ソーシャルゲームをする時、つい10歳ほどサバを読んでしまいます。
こんばんは、鈴屋二代目です。

ソーシャルゲームのバブルがはじけた感が蔓延しつつありますが、それを象徴するようにイケイケだったグリーが200人のリストラを開始しました。

そんな中、早速早期退職するであろうグリー社員を採用しようとする会社も出てきています。

僕のいる会社も数年前にリストラがありました。
リストラをすると確かに翌年から業績は上向くんですね。
でも、一度やってしまうと社員と会社の信頼関係がなくなります。

僕の会社であったリストラでは、50前後の役職の低い社員は次々と首を切られていました。

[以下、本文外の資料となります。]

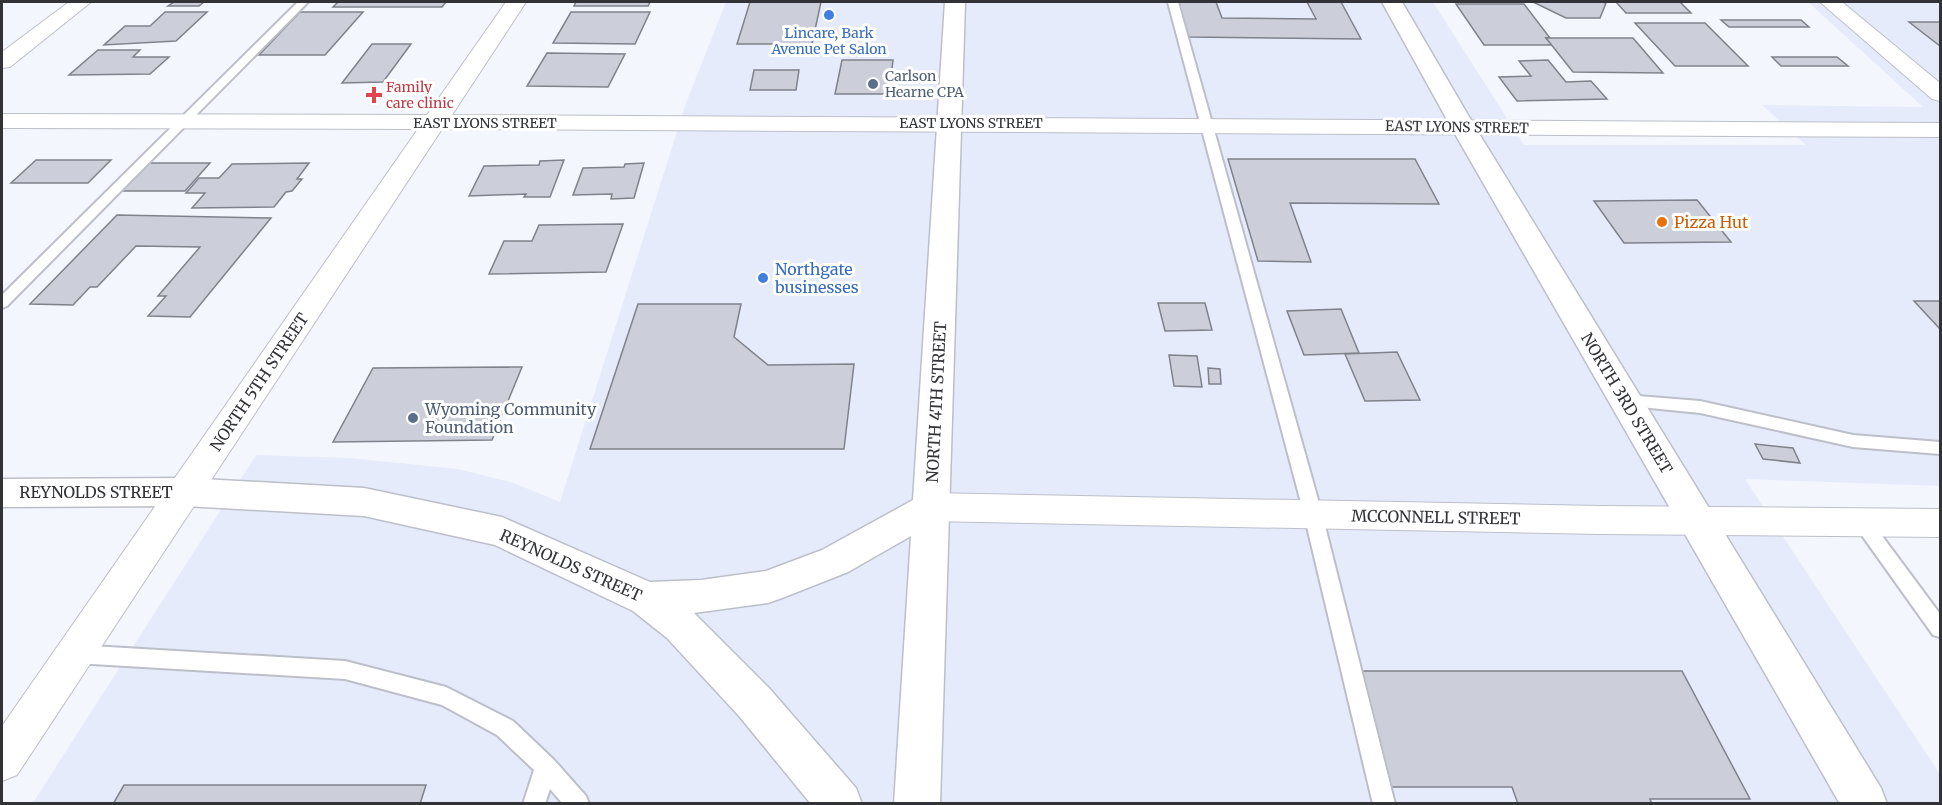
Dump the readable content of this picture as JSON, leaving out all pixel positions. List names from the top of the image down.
{
  "streets": {
    "main road": ["NORTH 4TH STREET", "NORTH 3RD STREET", "REYNOLDS STREET"],
    "street": ["EAST LYONS STREET", "NORTH 5TH STREET", "MCCONNELL STREET"]
  },
  "crossings": [
    ["EAST LYONS STREET", "NORTH 5TH STREET"],
    ["EAST LYONS STREET", "NORTH 4TH STREET"],
    ["EAST LYONS STREET", "NORTH 3RD STREET"],
    ["NORTH 5TH STREET", "REYNOLDS STREET"],
    ["NORTH 4TH STREET", "MCCONNELL STREET"],
    ["NORTH 3RD STREET", "MCCONNELL STREET"]
  ],
  "places": {
    "other": [
      "Lincare, Bark Avenue Pet Salon",
      "Carlson Hearne CPA",
      "Pizza Hut",
      "Northgate businesses",
      "Wyoming Community Foundation"
    ],
    "health": ["Family care clinic"]
  }
}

それを見ている40代の一般社員は、「数年後は自分だ」と思い始めるのです。

そして、いつそういうことが起こってもいいように自分の身は自分で守る決意を始めます。

特にクリエイター系社員は、管理職になりたくて仕事をしているわけではない人が多く、現場で仕事をするタイプの人間が多い。

感性は年齢で劣るものではないけど(そう信じているけど)、この先の貢献年数や会社が支払う給料の負担額で若い人と比べると、40以上の社員は弱い。

あの頃、僕の知っているクリエイターの先輩達は、次々と行く先も決まっていないまま辞めていきました。(辞めさせられました)

一度会社がリストラをすると、斬るか斬られるかの「間合い」を会社と社員が常にどこかでとっている状態になります。
お互いどこかで信用していない。

「日本人的に」とかで考えるのは古臭いかもしれませんが、村社会の農耕民族のDNAを持っている日本人には、この制度は合っていないように思うのですけどねえ。

日本人は、というかそもそも人は、信頼関係を持てて評価されてこそ強みを発揮するものだと思います。

任天堂の岩田社長は、今年の株主総会でこう発言しています。

「数年サイクルで山と谷のあるビジネスにおいて、短期的な業績回復を求めてリストラを行うと会社で働く人たちのモラール(士気)が下がる。そして、そういった人達が不安に怯えながら作ったソフトが、本当にユーザーの心を動かせるのか」

社員に愛のない会社は、顧客に対しても愛は持てていないはず。
その製品にももちろん愛はありません。

高度成長期にあった終身雇用制を羨んでもしょうがないですが、今考えると、あの時代にそれでも会社を出て行く人は、よほどの信念があったのですね。

信念も何も持たないで追い出される人が増えていく。

会社と社員。斬るか斬られるか。
闘う時は突然やってきます。才能、経験、人脈・・・自分が持っている刀は磨いておいた方がいいですね。